- **Work request**
Your task is to reproduce the listing exactly, without its images.

- **Dataset extract**
------------------------------------------------------------

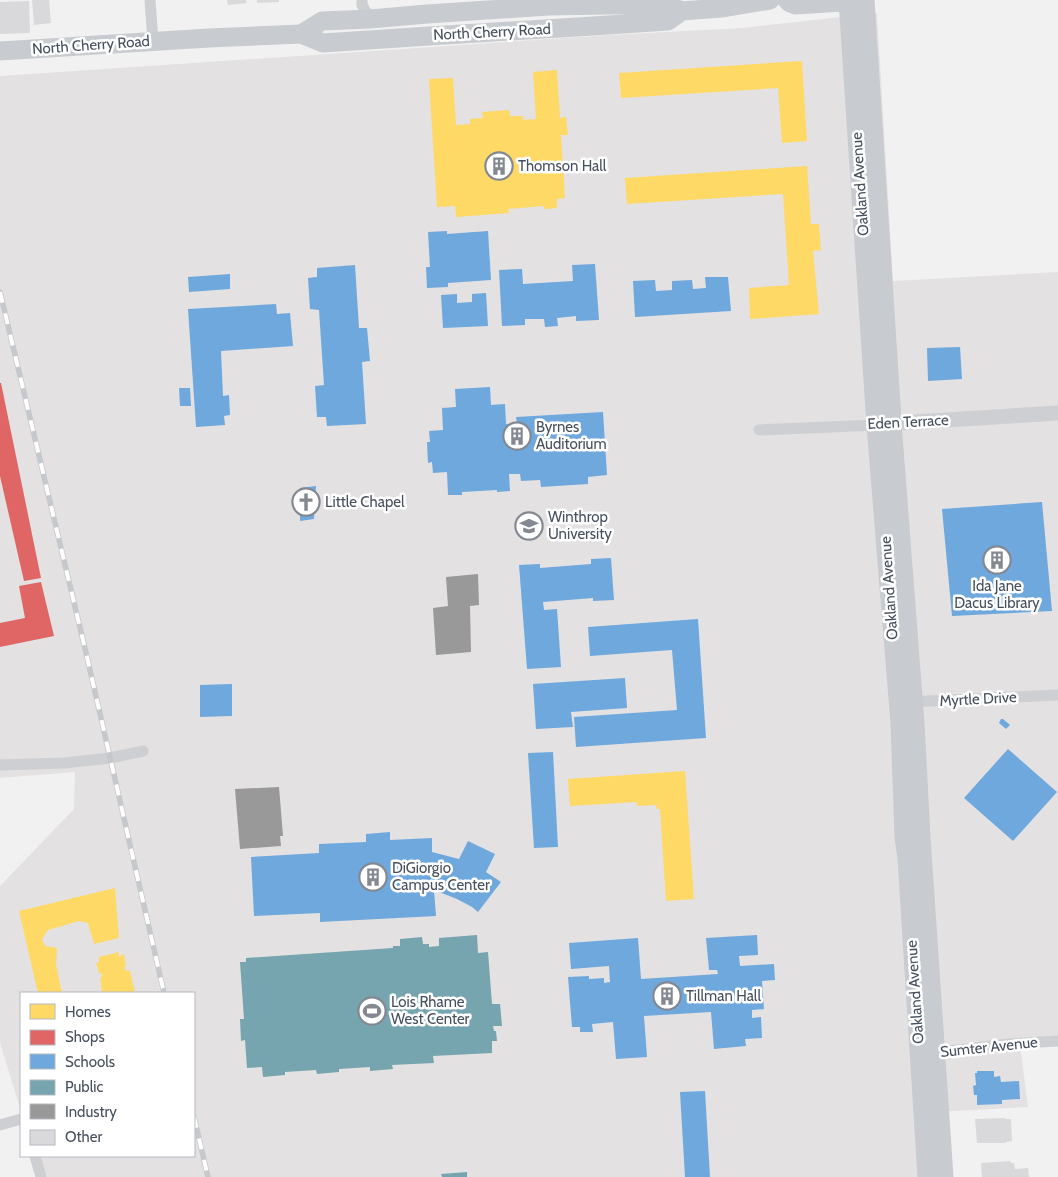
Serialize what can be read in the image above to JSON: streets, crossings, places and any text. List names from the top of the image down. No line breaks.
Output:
{"streets":{"main road":["North Cherry Road","Oakland Avenue"],"street":["Eden Terrace","Myrtle Drive","Sumter Avenue"]},"crossings":[["Oakland Avenue","Eden Terrace"],["Oakland Avenue","Myrtle Drive"],["Oakland Avenue","Sumter Avenue"]],"places":{"building":["Thomson Hall","Byrnes Auditorium","Ida Jane Dacus Library","DiGiorgio Campus Center","Tillman Hall"],"church":["Little Chapel"],"school or university":["Winthrop University"],"sports":["Lois Rhame West Center"]},"legend":["Homes","Shops","Schools","Public","Industry","Other"]}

------------------------------------------------------------

- **Solution for this exercise**
Serialize what can be read in the image above to JSON: streets, crossings, places and any text. List names from the top of the image down. No line breaks.
Output:
{"streets":{"main road":["North Cherry Road","Oakland Avenue"],"street":["Eden Terrace","Myrtle Drive","Sumter Avenue"]},"crossings":[["Oakland Avenue","Eden Terrace"],["Oakland Avenue","Myrtle Drive"],["Oakland Avenue","Sumter Avenue"]],"places":{"building":["Thomson Hall","Byrnes Auditorium","Ida Jane Dacus Library","DiGiorgio Campus Center","Tillman Hall"],"church":["Little Chapel"],"school or university":["Winthrop University"],"sports":["Lois Rhame West Center"]},"legend":["Homes","Shops","Schools","Public","Industry","Other"]}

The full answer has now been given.